The new wave of Hazleton immigrants around the turn of last decade – mainly from the Dominican Republic, Mexico and Peru – helped to revitalize the economy of the failing northeastern Pennsylvania town, but it also coincided with a slight rise in crime that had some long-term resident blaming the new arrivals.

Undocumented immigrants were the top suspects in a brazen murder and a vicious rape of a 6-year old girl in 2006 and while the murder charge was eventually dropped by the Luzerne County District Attorney for lack of evidence, Hazleton’s undermanned police force – the town currently has 36 officers on patrol still struggles with the new immigrants due in large part to the difficulty tracking them down if they evade arrest.

It didn't help much to lower tensions when, in 2006, then-Mayor Lou Barletta introduced the Illegal Immigration Relief Act, a city ordinance that barred landlords from renting apartments to undocumented immigrants and business owners from hiring them.
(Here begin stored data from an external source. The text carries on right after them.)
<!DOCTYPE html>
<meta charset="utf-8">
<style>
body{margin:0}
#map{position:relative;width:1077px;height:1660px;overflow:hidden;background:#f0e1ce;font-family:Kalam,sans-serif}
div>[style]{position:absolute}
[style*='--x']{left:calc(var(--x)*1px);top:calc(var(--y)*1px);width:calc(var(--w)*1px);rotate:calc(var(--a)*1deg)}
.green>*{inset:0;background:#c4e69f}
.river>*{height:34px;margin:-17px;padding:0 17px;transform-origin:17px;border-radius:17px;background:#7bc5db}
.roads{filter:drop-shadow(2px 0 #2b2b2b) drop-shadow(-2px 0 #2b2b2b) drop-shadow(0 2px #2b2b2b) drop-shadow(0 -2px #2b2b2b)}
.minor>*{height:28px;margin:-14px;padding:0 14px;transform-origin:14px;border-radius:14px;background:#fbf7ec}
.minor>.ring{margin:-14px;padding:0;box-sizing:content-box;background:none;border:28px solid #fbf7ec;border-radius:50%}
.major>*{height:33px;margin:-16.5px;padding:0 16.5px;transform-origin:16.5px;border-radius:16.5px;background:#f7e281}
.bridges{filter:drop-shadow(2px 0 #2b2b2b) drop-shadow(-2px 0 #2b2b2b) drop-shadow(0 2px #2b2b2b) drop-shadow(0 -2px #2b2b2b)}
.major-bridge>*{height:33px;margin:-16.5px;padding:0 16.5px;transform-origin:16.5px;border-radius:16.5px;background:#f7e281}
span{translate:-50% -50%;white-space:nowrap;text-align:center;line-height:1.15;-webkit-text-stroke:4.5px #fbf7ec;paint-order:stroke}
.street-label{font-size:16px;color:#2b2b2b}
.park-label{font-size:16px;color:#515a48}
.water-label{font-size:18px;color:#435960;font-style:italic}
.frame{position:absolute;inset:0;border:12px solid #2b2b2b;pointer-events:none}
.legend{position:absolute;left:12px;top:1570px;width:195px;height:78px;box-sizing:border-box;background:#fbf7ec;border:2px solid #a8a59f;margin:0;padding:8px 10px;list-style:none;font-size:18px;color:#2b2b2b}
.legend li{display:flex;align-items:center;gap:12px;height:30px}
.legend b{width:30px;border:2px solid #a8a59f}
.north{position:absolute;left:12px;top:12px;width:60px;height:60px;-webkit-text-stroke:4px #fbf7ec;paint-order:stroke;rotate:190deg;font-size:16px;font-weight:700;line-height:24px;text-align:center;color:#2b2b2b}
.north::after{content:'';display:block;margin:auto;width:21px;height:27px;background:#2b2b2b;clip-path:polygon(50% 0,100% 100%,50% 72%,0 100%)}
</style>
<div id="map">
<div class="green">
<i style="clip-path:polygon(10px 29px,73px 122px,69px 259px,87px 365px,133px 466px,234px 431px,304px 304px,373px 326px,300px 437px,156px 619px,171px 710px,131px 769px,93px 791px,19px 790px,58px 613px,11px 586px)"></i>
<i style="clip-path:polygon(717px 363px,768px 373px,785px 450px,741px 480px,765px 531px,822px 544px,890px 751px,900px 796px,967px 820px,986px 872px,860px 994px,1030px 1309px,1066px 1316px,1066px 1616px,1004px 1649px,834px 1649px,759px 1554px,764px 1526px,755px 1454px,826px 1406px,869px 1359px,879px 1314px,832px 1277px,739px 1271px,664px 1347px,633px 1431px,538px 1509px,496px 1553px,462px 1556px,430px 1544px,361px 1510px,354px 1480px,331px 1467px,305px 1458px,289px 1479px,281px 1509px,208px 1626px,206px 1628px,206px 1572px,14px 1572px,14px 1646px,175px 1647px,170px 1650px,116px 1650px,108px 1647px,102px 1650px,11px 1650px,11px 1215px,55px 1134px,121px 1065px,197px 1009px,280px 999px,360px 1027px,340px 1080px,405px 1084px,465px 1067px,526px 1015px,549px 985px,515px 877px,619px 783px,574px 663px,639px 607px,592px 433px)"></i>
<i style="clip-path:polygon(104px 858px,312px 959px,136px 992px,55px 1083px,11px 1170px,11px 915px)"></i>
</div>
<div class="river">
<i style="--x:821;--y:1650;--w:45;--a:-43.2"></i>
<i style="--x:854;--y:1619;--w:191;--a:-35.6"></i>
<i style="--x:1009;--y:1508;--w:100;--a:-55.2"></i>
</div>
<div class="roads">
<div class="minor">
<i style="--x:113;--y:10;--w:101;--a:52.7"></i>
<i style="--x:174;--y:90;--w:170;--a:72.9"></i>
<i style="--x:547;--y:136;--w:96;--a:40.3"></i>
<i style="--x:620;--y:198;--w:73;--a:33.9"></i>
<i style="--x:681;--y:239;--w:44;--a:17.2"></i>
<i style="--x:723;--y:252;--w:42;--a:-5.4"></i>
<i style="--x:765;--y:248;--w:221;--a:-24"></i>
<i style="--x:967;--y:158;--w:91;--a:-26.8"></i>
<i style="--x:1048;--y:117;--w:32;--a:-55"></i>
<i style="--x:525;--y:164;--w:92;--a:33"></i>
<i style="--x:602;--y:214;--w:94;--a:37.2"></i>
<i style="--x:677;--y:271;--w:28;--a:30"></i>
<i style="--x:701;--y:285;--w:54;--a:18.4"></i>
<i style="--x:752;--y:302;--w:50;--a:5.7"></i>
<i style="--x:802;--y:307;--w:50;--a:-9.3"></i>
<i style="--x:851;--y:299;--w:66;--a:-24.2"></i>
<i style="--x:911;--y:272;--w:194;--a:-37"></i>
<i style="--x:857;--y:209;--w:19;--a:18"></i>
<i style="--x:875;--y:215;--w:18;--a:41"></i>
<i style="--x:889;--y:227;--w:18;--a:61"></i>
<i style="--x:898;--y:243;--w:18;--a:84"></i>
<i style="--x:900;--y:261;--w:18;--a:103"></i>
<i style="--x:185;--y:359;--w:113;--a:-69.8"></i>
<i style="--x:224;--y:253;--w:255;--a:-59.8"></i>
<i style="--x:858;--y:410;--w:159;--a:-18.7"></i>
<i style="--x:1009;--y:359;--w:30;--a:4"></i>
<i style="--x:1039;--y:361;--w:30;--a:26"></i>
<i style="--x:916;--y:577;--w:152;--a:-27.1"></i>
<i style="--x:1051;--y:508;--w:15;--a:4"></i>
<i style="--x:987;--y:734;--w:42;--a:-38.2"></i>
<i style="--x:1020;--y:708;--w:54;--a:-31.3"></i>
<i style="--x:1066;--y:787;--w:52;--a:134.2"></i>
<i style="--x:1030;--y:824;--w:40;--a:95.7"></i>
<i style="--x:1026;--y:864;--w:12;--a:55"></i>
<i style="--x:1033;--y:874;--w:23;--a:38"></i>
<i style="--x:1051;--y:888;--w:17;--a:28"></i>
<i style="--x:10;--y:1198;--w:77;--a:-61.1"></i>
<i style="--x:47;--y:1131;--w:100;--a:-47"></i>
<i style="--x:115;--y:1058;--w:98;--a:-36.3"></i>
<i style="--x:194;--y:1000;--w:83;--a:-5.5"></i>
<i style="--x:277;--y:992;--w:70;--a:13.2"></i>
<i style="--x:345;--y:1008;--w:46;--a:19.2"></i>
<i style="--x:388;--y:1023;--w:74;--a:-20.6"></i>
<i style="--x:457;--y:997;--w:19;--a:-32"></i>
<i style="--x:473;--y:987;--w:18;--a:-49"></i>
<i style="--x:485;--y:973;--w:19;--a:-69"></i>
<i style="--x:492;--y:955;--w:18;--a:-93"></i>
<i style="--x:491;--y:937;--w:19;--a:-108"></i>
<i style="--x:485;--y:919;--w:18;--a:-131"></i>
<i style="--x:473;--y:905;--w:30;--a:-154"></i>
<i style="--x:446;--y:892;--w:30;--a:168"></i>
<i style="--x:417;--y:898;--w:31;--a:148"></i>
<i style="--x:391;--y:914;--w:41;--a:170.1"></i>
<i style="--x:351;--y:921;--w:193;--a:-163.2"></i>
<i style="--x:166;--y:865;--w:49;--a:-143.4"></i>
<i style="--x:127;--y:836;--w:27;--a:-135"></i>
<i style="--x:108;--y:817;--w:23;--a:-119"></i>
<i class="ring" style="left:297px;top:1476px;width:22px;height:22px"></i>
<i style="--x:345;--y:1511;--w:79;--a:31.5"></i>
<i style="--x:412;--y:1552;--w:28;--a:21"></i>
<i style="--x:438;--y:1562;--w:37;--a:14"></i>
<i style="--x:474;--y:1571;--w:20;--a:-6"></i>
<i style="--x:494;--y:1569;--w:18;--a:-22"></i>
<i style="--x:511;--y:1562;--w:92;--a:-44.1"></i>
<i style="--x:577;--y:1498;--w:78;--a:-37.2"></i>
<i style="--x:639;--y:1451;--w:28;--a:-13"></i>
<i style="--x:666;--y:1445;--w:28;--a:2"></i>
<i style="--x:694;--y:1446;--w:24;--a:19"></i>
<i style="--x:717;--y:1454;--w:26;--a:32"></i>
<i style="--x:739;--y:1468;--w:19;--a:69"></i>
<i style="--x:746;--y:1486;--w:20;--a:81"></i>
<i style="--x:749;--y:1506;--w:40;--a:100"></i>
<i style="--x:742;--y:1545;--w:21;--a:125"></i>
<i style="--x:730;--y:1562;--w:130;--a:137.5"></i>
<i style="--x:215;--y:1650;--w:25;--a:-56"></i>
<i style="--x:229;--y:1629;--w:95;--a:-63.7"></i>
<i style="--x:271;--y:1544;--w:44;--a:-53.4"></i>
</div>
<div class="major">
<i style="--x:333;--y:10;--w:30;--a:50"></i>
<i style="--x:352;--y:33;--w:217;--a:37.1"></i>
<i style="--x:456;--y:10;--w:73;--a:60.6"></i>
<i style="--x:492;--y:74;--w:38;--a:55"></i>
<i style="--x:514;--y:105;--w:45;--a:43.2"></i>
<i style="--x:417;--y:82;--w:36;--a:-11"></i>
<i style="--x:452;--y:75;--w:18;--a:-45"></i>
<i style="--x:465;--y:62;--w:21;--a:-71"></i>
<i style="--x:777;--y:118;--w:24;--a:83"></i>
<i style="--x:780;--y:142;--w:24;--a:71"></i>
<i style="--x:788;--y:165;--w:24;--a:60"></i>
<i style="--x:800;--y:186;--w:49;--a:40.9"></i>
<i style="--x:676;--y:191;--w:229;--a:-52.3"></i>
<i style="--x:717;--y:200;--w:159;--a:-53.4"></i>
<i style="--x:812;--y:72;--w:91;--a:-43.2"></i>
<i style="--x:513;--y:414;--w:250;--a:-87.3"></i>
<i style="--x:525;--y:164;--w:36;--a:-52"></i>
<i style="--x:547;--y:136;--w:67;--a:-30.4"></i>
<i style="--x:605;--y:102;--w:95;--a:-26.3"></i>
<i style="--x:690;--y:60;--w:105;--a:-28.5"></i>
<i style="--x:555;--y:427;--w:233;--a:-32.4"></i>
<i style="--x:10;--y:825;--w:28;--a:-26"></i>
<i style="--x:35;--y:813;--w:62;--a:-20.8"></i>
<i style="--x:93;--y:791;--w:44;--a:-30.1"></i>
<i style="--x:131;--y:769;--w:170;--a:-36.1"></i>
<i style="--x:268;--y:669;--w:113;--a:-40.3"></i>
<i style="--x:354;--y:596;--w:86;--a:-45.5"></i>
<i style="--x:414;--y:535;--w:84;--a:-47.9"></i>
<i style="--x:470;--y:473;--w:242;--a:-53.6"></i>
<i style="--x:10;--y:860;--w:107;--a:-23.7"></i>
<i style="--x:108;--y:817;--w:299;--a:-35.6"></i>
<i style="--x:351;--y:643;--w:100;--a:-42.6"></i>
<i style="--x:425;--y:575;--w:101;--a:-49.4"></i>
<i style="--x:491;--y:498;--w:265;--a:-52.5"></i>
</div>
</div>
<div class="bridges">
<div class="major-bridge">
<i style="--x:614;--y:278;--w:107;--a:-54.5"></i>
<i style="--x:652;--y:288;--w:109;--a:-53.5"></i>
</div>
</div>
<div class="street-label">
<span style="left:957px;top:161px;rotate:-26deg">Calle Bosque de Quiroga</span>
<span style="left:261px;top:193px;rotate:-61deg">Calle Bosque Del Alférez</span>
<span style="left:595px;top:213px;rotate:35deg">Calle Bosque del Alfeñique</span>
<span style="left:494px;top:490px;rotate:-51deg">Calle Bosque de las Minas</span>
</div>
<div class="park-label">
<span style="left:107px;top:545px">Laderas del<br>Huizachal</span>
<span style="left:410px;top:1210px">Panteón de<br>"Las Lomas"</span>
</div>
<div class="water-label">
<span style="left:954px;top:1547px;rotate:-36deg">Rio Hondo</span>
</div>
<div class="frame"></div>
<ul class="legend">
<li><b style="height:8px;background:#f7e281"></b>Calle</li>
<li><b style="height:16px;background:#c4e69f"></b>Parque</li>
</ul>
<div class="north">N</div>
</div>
The law was ruled unconstitutional and while current Hazleton Mayor Joseph Yannuzzi said he planned to appeal a ruling made by the Third Circuit Court of Appeals, the eight-year case ended when the U.S. Supreme Court declined to hear the city's appeal on March 3.

Despite the tough atmosphere for immigrants in Hazleton, they haven’t stopped moving to the town and DeAndrea said that it’s now time for the town began to acknowledge the ruling and start working with the Latino community.

"We're trying to heal wounds and move forward," he said.